Nothing but the lines from the first line of the records below to the line holding "position:relative; flex:1; overflow:hidden" belongs in the answer, copied exactly and without pictures.

══ GIVEN DATA ══

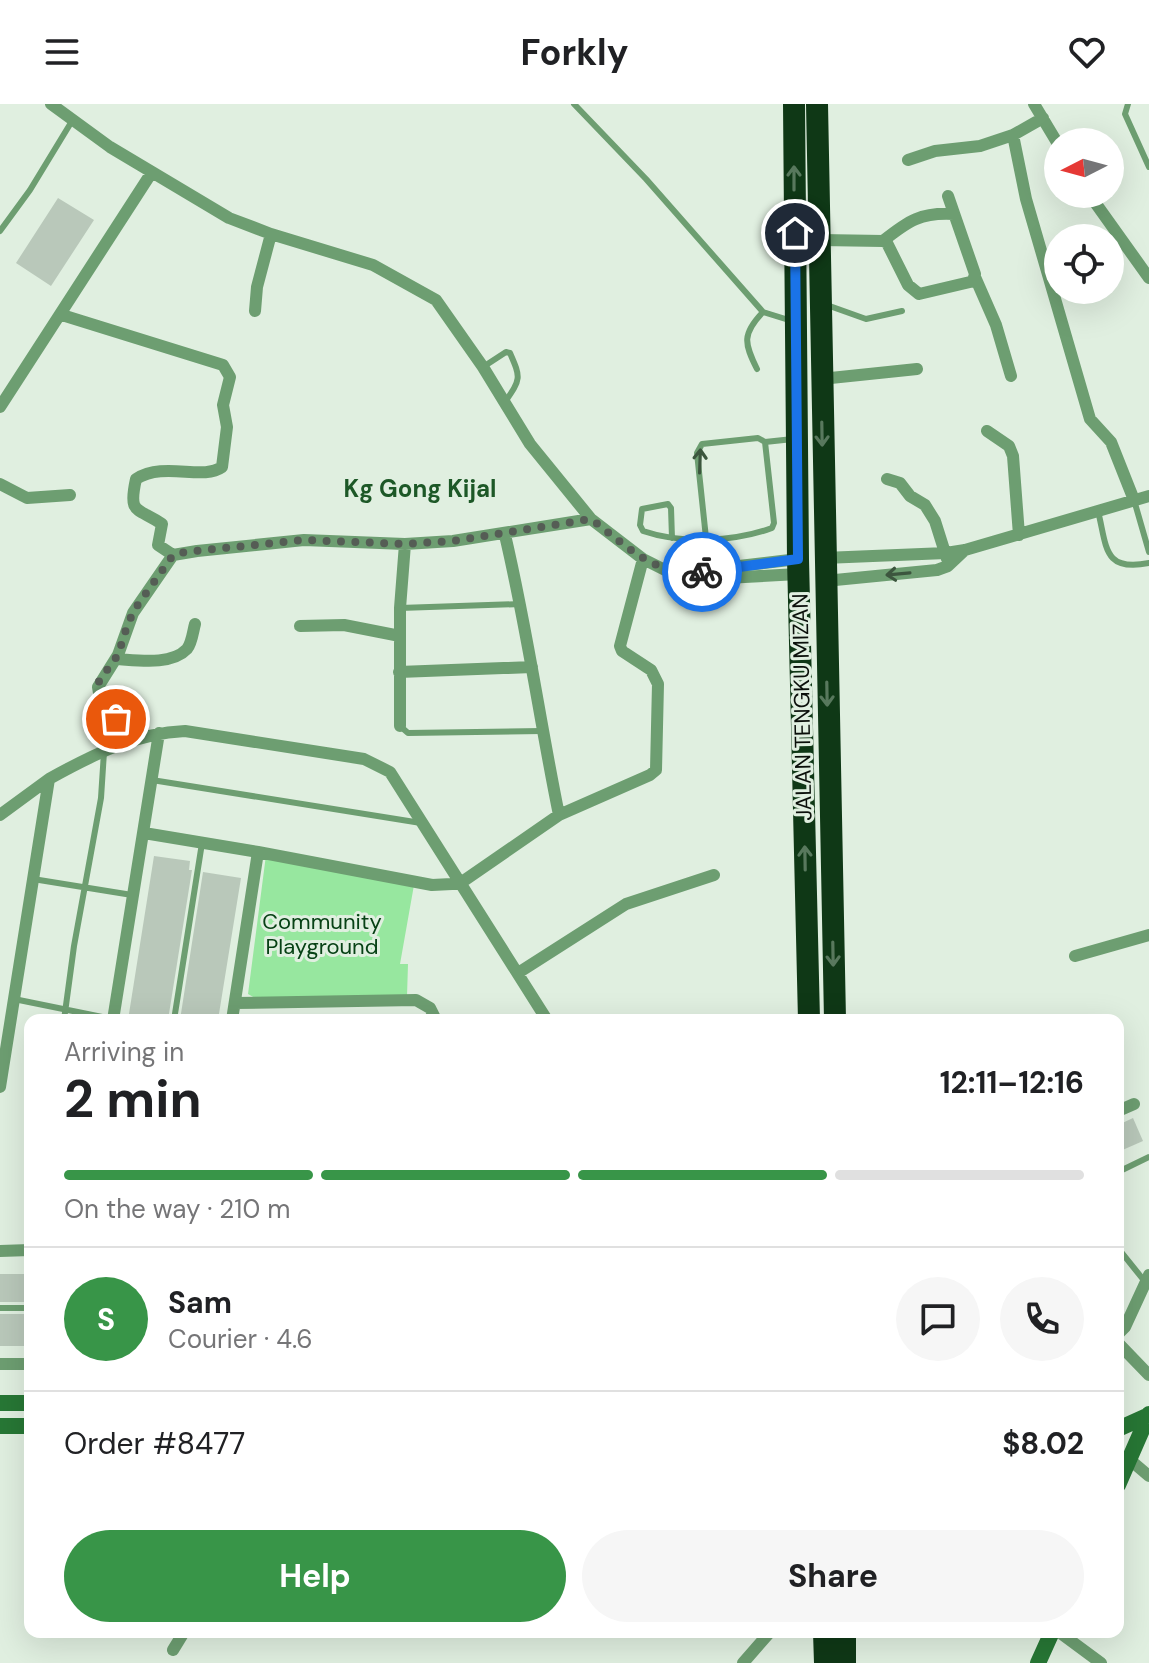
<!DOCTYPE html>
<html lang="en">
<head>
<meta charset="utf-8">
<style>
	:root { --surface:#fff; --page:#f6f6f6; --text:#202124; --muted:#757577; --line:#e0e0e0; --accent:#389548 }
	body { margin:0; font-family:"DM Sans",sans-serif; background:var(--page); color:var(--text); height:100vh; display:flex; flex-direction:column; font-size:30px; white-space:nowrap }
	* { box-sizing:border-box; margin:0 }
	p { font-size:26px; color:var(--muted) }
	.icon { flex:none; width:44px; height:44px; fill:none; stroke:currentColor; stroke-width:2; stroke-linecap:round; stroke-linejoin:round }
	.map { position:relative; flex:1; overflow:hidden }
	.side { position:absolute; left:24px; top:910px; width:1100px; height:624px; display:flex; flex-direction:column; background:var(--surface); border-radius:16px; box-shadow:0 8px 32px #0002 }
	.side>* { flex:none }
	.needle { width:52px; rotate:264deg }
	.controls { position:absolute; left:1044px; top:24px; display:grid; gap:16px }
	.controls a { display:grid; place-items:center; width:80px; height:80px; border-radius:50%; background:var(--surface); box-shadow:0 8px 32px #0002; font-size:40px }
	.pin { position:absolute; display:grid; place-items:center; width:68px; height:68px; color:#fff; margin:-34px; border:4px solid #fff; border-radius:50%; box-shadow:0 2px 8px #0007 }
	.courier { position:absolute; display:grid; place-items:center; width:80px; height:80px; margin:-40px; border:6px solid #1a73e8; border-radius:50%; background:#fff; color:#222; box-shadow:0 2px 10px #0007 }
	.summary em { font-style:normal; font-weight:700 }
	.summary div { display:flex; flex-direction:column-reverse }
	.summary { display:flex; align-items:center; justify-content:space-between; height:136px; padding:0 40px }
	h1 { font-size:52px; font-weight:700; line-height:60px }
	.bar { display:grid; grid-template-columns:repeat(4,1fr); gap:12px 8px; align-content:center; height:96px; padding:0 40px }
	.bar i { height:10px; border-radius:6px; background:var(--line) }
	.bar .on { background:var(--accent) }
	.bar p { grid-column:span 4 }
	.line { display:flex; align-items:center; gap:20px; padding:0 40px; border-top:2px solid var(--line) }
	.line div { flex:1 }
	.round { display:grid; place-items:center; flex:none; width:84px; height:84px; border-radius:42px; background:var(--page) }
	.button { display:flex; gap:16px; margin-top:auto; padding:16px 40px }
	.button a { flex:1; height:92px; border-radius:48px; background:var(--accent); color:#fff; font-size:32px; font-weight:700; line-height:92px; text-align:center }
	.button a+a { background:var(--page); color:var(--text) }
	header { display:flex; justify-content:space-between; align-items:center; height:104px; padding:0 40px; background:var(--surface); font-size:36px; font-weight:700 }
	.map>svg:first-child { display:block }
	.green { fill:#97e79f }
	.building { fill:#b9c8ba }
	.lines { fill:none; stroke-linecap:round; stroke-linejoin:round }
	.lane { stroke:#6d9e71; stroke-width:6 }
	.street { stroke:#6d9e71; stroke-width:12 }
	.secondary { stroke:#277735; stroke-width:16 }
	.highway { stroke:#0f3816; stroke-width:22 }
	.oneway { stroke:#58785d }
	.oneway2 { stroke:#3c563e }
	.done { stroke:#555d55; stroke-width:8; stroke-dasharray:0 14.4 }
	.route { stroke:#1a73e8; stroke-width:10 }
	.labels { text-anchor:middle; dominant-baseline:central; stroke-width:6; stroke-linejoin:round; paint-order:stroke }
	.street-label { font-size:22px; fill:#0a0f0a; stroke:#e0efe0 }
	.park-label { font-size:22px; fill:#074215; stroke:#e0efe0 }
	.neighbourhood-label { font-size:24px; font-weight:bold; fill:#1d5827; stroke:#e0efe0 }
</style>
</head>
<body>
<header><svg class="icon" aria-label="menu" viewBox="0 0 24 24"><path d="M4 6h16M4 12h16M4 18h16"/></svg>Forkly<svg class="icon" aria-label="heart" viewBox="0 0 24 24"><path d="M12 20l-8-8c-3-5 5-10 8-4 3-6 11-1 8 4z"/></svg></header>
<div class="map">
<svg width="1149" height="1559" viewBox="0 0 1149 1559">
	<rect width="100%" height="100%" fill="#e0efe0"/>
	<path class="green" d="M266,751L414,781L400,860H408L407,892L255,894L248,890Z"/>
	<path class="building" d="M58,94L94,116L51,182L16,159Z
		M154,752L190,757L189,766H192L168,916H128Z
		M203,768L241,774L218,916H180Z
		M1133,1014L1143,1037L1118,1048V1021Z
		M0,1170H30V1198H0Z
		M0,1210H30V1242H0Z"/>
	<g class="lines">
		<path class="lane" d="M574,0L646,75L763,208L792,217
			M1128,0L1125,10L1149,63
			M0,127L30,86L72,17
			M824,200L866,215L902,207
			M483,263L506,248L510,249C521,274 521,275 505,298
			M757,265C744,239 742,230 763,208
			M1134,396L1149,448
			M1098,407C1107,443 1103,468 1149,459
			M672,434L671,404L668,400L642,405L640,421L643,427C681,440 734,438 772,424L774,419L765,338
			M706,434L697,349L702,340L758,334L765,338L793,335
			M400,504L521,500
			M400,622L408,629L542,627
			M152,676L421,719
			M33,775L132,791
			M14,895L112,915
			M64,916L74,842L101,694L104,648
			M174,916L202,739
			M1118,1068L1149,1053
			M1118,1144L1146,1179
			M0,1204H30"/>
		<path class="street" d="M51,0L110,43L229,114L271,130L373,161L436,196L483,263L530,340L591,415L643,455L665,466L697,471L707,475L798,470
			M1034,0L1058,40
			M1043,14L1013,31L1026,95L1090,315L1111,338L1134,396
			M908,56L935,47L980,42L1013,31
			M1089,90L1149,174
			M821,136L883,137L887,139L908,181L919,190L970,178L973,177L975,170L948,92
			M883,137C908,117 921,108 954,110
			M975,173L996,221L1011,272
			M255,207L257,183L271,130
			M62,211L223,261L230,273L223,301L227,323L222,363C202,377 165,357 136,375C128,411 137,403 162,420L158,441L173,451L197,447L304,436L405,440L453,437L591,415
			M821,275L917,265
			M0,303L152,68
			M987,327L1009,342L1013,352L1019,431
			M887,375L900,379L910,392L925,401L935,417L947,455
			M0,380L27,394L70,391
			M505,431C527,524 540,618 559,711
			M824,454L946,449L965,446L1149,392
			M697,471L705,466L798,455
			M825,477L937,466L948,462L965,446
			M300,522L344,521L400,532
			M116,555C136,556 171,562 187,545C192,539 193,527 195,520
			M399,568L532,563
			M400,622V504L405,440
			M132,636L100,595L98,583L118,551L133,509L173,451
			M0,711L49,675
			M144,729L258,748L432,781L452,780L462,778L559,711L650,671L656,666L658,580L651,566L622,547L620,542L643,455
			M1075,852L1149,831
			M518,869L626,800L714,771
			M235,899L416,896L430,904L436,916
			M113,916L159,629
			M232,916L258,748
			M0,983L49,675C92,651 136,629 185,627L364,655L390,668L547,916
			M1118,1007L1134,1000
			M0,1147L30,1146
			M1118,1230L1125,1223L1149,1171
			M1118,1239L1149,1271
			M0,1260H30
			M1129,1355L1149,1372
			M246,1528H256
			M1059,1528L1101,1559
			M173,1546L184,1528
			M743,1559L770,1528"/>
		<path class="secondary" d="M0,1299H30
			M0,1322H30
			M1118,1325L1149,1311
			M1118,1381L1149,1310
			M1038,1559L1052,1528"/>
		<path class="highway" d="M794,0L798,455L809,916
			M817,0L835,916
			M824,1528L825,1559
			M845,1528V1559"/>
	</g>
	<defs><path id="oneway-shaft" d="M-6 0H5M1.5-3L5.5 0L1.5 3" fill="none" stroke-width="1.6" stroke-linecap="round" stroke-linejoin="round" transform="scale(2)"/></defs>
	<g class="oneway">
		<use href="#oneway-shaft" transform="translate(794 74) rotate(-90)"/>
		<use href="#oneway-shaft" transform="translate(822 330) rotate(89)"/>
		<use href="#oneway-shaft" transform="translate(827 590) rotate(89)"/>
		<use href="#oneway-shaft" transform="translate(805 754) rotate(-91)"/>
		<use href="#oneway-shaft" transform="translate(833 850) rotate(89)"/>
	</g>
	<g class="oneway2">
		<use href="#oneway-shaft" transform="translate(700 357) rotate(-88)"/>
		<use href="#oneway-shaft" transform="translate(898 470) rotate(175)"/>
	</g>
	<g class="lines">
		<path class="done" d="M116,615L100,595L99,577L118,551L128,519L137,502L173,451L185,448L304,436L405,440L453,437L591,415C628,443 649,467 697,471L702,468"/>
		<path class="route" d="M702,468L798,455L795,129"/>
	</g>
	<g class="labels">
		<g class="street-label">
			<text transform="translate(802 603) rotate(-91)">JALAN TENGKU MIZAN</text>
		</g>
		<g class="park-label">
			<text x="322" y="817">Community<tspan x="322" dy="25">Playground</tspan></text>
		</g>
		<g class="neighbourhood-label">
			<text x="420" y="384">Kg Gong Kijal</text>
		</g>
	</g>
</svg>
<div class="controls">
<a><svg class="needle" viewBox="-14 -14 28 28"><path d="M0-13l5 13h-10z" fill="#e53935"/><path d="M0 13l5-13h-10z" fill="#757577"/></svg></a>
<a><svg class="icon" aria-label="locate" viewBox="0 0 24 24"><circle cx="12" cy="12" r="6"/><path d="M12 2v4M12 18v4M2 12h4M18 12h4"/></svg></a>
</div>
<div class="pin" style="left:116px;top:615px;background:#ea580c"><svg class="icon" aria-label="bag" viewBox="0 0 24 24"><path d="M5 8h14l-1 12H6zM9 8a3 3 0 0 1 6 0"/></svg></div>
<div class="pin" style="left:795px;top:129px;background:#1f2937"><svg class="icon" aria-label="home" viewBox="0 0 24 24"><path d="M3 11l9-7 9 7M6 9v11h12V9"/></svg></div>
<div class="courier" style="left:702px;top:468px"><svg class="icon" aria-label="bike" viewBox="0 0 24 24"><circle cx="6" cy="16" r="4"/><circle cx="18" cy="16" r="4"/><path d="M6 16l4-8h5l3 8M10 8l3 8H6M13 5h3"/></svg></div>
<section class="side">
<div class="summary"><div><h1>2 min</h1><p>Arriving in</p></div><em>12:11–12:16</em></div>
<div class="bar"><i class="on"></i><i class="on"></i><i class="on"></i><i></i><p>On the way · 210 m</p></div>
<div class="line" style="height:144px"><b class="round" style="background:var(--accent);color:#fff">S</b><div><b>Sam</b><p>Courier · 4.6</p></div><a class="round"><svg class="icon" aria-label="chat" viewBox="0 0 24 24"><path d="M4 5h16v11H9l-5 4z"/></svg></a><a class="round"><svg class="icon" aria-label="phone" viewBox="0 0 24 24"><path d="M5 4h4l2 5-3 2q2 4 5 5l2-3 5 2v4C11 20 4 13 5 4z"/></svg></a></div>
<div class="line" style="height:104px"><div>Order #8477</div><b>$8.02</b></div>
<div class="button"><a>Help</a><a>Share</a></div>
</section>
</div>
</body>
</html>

═══

▶ _FINISHED EXERCISE_
<!DOCTYPE html>
<html lang="en">
<head>
<meta charset="utf-8">
<style>
	:root { --surface:#fff; --page:#f6f6f6; --text:#202124; --muted:#757577; --line:#e0e0e0; --accent:#389548 }
	body { margin:0; font-family:"DM Sans",sans-serif; background:var(--page); color:var(--text); height:100vh; display:flex; flex-direction:column; font-size:30px; white-space:nowrap }
	* { box-sizing:border-box; margin:0 }
	p { font-size:26px; color:var(--muted) }
	.icon { flex:none; width:44px; height:44px; fill:none; stroke:currentColor; stroke-width:2; stroke-linecap:round; stroke-linejoin:round }
	.map { position:relative; flex:1; overflow:hidden }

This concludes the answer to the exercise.